Does Dawkin’s endorsement show that Chomsky’s evolutionary conjecture is right? NO!! But Hopefully it will put to rest the idea that it’s some crackpot out in left field idea that anybody who knew anything about evolution would immediately see was ridiculous. It’s not and never has been. Maybe our local evolutionary mavens can stop suggesting otherwise. Or, more modestly, if what Chomsky believes is considered reasonable by Dawkins and Jacob (among other biologists I am quite sure) then maybe that is sufficient to indicate that it is not biologically suspect on its face. In fact, one might go further and note that it is the right kind of proposal; one that isolates a simple property that should it have arisen could be expected to have far reaching evolutionary consequences. So, Chomsky’s proposal might be wrong, but it is a contender, indeed an “interesting” one. And as the movie notes, all anybody really wants is to be a contender.

Thursday, October 22, 2015

Some things I've read lately; singing whales, beautiful theories and cargo cult neurosceince

Here are some things I’ve run across lately that might be of more general interest.

First, in the long line of singing animal posts (Go Mice!!), here is a nice review of the largest bass-baritone critters: whales. The piece compares their songs with that of birds. They are amazingly similar once one speeds up the whale stuff and adjusts the register or slows down the bird stuff and adjusts the register.  It appears that complex vocalization is something that sits there in many species quite far removed from one another on the evolutionary bush ready to evolve when the circumstances are propitious. So, mice, some birds, whales, humans, and I am sure, much more.

Second is this paper by Frank Wilczek (Nobel winner) on beauty in scientific theory. He identifies two properties that make a theory beautiful: (i) it has symmetrical laws and (ii) it is “exuberant.” 

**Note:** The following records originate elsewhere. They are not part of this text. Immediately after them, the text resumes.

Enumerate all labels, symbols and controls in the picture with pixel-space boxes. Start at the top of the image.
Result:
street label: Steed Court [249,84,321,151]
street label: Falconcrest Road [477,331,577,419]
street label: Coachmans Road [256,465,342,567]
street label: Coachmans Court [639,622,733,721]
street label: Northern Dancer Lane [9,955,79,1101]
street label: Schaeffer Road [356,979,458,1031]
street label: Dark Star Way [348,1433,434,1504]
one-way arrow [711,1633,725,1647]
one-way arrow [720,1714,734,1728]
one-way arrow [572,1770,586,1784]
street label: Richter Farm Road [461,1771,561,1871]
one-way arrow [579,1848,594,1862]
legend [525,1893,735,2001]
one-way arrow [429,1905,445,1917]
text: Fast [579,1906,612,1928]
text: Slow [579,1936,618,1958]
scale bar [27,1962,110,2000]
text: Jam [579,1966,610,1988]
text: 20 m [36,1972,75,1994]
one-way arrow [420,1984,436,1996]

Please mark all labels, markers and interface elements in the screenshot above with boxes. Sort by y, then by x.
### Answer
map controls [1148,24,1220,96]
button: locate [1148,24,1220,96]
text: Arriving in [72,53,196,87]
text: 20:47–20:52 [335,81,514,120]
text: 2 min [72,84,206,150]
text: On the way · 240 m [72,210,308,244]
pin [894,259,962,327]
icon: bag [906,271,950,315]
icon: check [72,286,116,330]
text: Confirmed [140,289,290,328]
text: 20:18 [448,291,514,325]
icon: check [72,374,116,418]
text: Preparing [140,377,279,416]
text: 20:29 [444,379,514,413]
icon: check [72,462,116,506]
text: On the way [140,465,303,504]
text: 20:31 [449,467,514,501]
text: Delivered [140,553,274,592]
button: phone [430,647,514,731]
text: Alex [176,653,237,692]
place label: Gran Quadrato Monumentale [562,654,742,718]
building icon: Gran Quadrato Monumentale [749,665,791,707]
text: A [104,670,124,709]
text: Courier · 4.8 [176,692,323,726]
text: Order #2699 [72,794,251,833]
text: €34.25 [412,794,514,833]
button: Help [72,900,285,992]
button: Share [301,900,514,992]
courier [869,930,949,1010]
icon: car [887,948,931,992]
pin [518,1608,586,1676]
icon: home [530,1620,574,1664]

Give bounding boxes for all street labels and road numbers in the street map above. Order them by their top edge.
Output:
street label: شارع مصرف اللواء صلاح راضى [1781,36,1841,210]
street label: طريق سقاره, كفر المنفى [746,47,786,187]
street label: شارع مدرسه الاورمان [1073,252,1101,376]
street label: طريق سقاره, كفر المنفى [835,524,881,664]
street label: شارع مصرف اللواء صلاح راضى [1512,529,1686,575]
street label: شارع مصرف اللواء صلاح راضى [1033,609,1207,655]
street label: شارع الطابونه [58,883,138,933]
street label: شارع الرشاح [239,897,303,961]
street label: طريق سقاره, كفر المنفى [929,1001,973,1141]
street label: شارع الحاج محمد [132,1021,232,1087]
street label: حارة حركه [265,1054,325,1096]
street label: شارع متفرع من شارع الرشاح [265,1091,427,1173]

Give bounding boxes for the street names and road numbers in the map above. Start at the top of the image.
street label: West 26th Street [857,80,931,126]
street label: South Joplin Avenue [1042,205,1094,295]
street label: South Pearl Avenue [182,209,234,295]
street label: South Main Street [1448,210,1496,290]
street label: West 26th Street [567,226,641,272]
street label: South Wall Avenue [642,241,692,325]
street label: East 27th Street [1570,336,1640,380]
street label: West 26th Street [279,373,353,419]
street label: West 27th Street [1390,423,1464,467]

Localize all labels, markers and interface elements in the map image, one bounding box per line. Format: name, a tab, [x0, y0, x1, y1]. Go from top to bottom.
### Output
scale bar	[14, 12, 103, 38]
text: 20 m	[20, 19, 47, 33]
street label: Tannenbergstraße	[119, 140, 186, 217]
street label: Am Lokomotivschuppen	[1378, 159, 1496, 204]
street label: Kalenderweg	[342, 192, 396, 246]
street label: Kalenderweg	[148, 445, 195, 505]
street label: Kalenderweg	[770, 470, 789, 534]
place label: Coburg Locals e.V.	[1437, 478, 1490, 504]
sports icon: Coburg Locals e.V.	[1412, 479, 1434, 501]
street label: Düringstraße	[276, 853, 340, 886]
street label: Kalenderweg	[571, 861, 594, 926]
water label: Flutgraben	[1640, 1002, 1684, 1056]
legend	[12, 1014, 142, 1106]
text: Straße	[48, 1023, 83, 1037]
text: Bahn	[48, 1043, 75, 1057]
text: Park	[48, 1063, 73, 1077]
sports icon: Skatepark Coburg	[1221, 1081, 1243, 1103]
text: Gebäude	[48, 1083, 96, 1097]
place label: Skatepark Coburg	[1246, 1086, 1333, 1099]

Now, current linguistics is not physics, but it seems to me that theories do have aesthetic virtues that are revealing. We have no conception of symmetry (or none that I know of) but we do value theories that have fewer moving parts and are less “fine tuned” than their competitors. Thus one reason to value “reduction” (as in e.g. reducing anaphora or control to movement (te he!)) or unifying phrase building and displacement as instances of Merge is that it provides a prettier theory than one where all of these phenomena are treated as sui generic. Here “pretty” means more constraining and more explanatory. Here’s a corollary: one reason to be suspicious of the injudicious use of grammatical features is that they allow too much fine tuning of our accounts and explanation is at odds with fine tuning. Pretty theories explain, and that is part of what makes them pretty. For the interested there is a pretty good discussion of the vice of fine tuning and its relation to explanation in Steven Weinberg’s (another Nobelist) recent Whig history of modern physics (here).

The exuberance condition is also a good sign that your theory is onto something. I am sure I am not alone in being surprised that some account generalizes to phenomena it was not constructed to account for. Maxwell describes this (according to Wilczek) as “get[ting] more out of them [i.e our theories, NH] than we put into them.” Again exuberance and reduction/unification go hand in hand, as does the avoidance of fine tuning. As Wilczek puts it:

The second source of beauty in the laws of physics is their productivity – what I call their exuberance. Just a handful of basic principles generates an astonishing wealth of consequences – everything in the physical world! You can write the equations of the core theories of physics – known as the standard model – quite comfortably on a T-shirt. To paraphrase Hertz, they give back far more than we put in.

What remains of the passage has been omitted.